> Your goal
The entries should each be set down again precisely.

(Extracted data entries)
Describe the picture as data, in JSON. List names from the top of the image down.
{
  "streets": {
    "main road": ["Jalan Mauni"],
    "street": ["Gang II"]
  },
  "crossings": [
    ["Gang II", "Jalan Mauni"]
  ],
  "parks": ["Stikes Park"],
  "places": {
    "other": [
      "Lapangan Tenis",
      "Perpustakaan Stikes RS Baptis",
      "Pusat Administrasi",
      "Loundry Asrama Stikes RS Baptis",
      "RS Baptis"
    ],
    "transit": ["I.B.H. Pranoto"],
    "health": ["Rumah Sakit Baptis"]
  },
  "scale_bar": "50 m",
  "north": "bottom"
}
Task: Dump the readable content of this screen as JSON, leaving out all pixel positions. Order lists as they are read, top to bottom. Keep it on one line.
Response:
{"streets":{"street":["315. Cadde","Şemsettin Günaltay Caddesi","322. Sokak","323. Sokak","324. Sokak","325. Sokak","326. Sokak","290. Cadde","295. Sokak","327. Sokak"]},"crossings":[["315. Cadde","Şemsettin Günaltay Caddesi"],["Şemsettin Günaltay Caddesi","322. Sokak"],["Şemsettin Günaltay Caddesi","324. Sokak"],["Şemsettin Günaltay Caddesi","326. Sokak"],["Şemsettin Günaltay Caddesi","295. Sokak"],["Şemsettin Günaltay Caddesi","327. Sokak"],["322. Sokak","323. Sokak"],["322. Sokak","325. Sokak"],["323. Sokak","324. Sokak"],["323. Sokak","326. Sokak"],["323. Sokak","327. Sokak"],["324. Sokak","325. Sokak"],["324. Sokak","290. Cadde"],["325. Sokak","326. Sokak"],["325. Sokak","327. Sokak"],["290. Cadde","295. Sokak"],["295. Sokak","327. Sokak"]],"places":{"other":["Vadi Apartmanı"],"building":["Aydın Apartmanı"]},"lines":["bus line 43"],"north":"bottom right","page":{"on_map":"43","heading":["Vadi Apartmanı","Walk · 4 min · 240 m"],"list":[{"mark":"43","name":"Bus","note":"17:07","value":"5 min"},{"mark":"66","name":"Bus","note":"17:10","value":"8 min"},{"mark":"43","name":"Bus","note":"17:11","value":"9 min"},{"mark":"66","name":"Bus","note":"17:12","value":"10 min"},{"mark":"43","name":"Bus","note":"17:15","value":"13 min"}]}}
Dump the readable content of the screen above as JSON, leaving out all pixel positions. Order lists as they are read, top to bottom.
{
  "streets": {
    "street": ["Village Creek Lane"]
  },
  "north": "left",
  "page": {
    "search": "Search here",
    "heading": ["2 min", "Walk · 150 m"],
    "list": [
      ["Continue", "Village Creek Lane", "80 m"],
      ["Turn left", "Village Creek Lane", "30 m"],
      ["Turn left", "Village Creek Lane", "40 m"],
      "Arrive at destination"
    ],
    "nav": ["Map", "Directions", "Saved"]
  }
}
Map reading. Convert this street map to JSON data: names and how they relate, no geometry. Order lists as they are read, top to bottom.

> Response area
Describe the picture as data, in JSON. List names from the top of the image down.
{
  "streets": {
    "main road": ["Jalan Mauni"],
    "street": ["Gang II"]
  },
  "crossings": [
    ["Gang II", "Jalan Mauni"]
  ],
  "parks": ["Stikes Park"],
  "places": {
    "other": [
      "Lapangan Tenis",
      "Perpustakaan Stikes RS Baptis",
      "Pusat Administrasi",
      "Loundry Asrama Stikes RS Baptis",
      "RS Baptis"
    ],
    "transit": ["I.B.H. Pranoto"],
    "health": ["Rumah Sakit Baptis"]
  },
  "scale_bar": "50 m",
  "north": "bottom"
}
Task: Dump the readable content of this screen as JSON, leaving out all pixel positions. Order lists as they are read, top to bottom. Keep it on one line.
Response:
{"streets":{"street":["315. Cadde","Şemsettin Günaltay Caddesi","322. Sokak","323. Sokak","324. Sokak","325. Sokak","326. Sokak","290. Cadde","295. Sokak","327. Sokak"]},"crossings":[["315. Cadde","Şemsettin Günaltay Caddesi"],["Şemsettin Günaltay Caddesi","322. Sokak"],["Şemsettin Günaltay Caddesi","324. Sokak"],["Şemsettin Günaltay Caddesi","326. Sokak"],["Şemsettin Günaltay Caddesi","295. Sokak"],["Şemsettin Günaltay Caddesi","327. Sokak"],["322. Sokak","323. Sokak"],["322. Sokak","325. Sokak"],["323. Sokak","324. Sokak"],["323. Sokak","326. Sokak"],["323. Sokak","327. Sokak"],["324. Sokak","325. Sokak"],["324. Sokak","290. Cadde"],["325. Sokak","326. Sokak"],["325. Sokak","327. Sokak"],["290. Cadde","295. Sokak"],["295. Sokak","327. Sokak"]],"places":{"other":["Vadi Apartmanı"],"building":["Aydın Apartmanı"]},"lines":["bus line 43"],"north":"bottom right","page":{"on_map":"43","heading":["Vadi Apartmanı","Walk · 4 min · 240 m"],"list":[{"mark":"43","name":"Bus","note":"17:07","value":"5 min"},{"mark":"66","name":"Bus","note":"17:10","value":"8 min"},{"mark":"43","name":"Bus","note":"17:11","value":"9 min"},{"mark":"66","name":"Bus","note":"17:12","value":"10 min"},{"mark":"43","name":"Bus","note":"17:15","value":"13 min"}]}}
Dump the readable content of the screen above as JSON, leaving out all pixel positions. Order lists as they are read, top to bottom.
{
  "streets": {
    "street": ["Village Creek Lane"]
  },
  "north": "left",
  "page": {
    "search": "Search here",
    "heading": ["2 min", "Walk · 150 m"],
    "list": [
      ["Continue", "Village Creek Lane", "80 m"],
      ["Turn left", "Village Creek Lane", "30 m"],
      ["Turn left", "Village Creek Lane", "40 m"],
      "Arrive at destination"
    ],
    "nav": ["Map", "Directions", "Saved"]
  }
}
Map reading. Convert this street map to JSON data: names and how they relate, no geometry. Order lists as they are read, top to bottom.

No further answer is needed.